◆ TASK ITEM: Every line between the top of the data below and the line with "Annotation task. Build", both ends included, must be retyped exactly.

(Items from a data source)
__________

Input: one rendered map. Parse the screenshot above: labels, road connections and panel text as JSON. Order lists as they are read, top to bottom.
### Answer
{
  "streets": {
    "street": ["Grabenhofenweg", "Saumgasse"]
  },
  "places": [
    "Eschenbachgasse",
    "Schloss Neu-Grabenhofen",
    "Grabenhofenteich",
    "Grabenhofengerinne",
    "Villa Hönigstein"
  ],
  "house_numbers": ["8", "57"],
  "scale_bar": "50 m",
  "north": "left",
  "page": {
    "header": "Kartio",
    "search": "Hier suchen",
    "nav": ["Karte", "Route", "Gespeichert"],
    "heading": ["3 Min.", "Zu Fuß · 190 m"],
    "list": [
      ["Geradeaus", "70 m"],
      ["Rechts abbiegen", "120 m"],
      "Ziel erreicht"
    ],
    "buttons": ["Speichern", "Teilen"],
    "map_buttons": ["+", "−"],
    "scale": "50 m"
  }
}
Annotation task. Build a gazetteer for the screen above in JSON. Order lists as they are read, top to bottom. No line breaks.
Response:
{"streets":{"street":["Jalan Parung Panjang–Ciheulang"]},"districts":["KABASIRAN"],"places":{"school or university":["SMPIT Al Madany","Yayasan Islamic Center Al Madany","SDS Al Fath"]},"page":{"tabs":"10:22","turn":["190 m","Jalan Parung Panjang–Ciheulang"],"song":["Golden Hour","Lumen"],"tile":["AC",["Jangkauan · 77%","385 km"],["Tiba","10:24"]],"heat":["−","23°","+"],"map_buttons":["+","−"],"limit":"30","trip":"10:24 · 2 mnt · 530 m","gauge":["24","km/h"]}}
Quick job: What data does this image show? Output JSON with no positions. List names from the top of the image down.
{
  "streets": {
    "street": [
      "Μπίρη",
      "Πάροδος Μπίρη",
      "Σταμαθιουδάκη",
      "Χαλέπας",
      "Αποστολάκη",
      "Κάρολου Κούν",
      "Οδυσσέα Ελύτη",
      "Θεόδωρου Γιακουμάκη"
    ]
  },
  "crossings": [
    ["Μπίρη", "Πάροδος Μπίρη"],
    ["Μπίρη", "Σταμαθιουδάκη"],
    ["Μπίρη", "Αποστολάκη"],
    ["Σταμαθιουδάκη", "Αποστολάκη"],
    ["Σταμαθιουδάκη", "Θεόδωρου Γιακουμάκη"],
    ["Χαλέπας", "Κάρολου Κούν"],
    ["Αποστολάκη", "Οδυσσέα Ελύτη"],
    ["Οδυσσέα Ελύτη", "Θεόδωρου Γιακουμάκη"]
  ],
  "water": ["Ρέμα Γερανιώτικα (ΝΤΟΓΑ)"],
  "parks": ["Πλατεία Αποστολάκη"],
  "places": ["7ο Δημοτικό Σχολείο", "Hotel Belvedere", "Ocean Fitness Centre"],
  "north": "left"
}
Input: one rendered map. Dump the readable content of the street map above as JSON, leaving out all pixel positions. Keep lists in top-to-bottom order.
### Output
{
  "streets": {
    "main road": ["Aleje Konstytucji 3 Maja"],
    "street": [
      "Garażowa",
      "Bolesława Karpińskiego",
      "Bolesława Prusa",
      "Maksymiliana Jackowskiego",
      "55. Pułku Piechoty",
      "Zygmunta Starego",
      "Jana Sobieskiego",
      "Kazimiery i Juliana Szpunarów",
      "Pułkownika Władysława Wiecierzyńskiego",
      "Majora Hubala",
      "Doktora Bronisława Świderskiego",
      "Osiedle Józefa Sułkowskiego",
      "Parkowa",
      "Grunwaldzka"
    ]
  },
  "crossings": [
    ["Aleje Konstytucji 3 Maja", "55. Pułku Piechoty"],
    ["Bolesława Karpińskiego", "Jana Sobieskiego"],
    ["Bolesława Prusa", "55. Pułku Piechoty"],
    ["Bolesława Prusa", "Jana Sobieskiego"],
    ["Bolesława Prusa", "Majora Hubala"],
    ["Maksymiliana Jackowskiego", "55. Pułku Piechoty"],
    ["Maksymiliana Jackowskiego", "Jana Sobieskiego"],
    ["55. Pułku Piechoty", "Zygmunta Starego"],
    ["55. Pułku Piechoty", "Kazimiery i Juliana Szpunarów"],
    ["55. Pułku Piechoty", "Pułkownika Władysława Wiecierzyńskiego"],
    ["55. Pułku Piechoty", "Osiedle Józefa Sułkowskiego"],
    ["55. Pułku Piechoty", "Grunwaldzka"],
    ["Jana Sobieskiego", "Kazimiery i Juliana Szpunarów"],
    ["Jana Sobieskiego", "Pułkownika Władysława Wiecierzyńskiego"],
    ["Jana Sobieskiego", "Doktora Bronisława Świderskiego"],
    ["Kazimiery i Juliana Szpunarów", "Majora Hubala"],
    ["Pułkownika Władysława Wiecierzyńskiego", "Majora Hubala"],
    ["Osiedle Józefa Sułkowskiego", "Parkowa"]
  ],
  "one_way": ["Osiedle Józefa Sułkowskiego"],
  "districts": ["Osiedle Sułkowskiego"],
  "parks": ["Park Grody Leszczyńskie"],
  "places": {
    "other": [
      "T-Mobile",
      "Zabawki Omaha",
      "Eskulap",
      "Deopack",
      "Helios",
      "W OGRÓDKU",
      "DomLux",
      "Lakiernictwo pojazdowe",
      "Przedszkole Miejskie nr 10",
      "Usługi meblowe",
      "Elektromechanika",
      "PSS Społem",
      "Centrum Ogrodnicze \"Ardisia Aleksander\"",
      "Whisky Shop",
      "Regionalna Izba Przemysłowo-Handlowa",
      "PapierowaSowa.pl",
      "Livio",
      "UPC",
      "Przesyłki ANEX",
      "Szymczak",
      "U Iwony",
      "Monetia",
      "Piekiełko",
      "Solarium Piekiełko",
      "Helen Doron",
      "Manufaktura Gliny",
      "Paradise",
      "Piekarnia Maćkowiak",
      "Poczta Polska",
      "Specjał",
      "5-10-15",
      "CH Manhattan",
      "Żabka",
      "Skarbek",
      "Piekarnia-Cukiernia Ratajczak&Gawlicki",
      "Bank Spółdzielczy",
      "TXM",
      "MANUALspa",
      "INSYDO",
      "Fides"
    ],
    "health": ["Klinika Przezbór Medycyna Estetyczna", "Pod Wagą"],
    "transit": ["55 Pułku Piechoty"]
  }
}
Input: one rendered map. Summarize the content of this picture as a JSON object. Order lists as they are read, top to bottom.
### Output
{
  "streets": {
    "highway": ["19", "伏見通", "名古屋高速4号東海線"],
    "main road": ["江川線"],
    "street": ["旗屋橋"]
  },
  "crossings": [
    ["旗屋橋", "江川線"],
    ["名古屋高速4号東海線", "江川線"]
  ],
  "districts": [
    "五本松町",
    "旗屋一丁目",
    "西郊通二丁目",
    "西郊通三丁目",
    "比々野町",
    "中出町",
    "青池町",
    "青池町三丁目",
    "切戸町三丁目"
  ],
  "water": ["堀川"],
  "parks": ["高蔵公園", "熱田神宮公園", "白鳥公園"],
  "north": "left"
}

__________

◆ EXERCISE SOLUTION:
Input: one rendered map. Parse the screenshot above: labels, road connections and panel text as JSON. Order lists as they are read, top to bottom.
### Answer
{
  "streets": {
    "street": ["Grabenhofenweg", "Saumgasse"]
  },
  "places": [
    "Eschenbachgasse",
    "Schloss Neu-Grabenhofen",
    "Grabenhofenteich",
    "Grabenhofengerinne",
    "Villa Hönigstein"
  ],
  "house_numbers": ["8", "57"],
  "scale_bar": "50 m",
  "north": "left",
  "page": {
    "header": "Kartio",
    "search": "Hier suchen",
    "nav": ["Karte", "Route", "Gespeichert"],
    "heading": ["3 Min.", "Zu Fuß · 190 m"],
    "list": [
      ["Geradeaus", "70 m"],
      ["Rechts abbiegen", "120 m"],
      "Ziel erreicht"
    ],
    "buttons": ["Speichern", "Teilen"],
    "map_buttons": ["+", "−"],
    "scale": "50 m"
  }
}
Annotation task. Build a gazetteer for the screen above in JSON. Order lists as they are read, top to bottom. No line breaks.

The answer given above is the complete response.